→ **YOUR GOAL**: Report the count of lines containing the word "canvas" in the entries below, and nothing more.

→ **RECORDED DATA**:
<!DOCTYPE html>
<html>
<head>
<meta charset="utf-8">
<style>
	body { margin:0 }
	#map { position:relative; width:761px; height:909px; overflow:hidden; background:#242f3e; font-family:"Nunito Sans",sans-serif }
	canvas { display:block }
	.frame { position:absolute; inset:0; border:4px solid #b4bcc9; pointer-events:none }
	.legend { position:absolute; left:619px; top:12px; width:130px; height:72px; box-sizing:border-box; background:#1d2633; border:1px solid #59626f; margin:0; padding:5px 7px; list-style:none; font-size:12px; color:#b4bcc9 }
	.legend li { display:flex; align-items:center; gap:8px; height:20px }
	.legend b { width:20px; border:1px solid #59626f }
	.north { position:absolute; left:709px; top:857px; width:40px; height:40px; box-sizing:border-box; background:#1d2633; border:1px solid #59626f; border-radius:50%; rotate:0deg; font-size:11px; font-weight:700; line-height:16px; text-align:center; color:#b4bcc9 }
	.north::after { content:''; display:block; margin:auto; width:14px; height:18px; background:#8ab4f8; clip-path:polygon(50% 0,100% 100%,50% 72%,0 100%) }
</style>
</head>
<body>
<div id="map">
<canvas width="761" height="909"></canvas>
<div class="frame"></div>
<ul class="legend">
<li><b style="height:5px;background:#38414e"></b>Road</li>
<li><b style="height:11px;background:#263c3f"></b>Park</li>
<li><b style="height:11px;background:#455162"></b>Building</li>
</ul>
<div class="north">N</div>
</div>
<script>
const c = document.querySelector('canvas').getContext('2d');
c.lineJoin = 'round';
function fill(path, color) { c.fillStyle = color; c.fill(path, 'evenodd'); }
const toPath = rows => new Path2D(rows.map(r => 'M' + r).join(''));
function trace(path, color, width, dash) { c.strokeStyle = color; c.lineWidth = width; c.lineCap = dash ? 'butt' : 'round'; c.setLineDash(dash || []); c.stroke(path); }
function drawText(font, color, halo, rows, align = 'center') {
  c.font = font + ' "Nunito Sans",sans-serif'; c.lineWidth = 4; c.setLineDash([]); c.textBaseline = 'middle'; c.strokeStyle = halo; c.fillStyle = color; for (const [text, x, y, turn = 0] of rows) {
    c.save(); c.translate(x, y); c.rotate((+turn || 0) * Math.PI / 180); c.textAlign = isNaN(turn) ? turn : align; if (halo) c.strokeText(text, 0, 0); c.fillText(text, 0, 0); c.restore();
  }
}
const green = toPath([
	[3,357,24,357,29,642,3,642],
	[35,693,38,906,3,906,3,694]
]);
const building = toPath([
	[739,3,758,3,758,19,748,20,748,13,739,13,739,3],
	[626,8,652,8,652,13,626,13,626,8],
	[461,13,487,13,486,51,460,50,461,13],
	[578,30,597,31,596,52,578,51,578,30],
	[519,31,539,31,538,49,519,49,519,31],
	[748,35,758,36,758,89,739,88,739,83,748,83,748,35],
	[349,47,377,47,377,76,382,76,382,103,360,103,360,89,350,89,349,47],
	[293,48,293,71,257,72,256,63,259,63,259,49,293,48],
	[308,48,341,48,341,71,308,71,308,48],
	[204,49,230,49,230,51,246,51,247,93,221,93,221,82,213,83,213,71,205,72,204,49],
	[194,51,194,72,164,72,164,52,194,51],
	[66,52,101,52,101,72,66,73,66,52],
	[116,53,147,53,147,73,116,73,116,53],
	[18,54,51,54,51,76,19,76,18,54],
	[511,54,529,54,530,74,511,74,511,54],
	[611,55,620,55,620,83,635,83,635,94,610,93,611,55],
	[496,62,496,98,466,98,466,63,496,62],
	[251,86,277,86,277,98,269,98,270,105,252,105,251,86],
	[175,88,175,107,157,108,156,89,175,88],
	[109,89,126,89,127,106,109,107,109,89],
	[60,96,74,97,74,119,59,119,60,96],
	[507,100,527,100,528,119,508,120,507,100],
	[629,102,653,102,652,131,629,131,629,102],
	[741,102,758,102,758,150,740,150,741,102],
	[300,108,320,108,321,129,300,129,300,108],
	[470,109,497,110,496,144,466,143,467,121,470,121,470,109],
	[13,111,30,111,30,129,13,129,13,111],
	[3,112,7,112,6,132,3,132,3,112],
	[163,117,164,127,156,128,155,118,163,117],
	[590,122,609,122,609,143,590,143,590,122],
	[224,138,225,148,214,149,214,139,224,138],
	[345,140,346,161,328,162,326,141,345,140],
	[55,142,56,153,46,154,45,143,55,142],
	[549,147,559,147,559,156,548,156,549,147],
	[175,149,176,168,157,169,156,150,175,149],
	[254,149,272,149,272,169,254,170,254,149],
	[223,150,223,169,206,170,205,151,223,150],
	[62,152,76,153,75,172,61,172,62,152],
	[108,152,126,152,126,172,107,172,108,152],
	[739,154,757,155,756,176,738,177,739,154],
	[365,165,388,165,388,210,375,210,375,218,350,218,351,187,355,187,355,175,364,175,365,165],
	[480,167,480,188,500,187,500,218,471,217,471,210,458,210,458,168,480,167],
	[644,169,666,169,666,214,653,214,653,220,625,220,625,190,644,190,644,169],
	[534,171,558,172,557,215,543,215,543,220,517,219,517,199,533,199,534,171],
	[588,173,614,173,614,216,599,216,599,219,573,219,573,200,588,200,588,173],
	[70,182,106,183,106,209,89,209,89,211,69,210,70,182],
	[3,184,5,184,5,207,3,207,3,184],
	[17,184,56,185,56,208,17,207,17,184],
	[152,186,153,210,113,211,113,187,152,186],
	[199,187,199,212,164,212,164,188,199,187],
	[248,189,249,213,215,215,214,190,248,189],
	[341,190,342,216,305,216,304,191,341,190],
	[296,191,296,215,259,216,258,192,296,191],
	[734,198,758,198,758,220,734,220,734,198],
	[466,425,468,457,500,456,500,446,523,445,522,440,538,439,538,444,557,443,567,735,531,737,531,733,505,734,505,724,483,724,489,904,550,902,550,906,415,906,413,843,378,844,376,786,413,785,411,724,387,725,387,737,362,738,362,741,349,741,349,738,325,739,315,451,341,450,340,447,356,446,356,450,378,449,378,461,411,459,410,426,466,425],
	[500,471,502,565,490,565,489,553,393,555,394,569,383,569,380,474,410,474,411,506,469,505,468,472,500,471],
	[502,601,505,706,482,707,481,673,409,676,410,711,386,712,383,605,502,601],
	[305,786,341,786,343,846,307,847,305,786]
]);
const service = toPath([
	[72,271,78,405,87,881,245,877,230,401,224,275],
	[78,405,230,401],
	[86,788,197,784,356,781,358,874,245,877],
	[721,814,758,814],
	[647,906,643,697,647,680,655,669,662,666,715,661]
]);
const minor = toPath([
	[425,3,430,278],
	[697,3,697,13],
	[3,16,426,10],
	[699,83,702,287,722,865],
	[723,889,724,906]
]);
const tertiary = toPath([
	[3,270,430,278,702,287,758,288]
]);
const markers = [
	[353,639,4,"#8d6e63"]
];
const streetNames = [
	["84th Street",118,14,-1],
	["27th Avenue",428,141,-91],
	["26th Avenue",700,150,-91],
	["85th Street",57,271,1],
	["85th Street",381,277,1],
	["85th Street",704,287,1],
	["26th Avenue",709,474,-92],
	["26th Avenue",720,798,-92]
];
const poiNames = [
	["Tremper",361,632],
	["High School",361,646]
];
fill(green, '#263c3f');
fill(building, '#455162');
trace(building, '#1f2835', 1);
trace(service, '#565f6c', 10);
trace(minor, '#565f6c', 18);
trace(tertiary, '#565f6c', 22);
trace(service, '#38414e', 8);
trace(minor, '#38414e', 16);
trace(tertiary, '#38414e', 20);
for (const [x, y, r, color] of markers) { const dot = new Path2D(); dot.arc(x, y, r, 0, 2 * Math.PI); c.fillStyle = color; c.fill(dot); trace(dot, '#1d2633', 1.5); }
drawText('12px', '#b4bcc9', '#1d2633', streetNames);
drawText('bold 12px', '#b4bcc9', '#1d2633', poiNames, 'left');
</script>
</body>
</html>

→ **EXPECTED ANSWER**: 3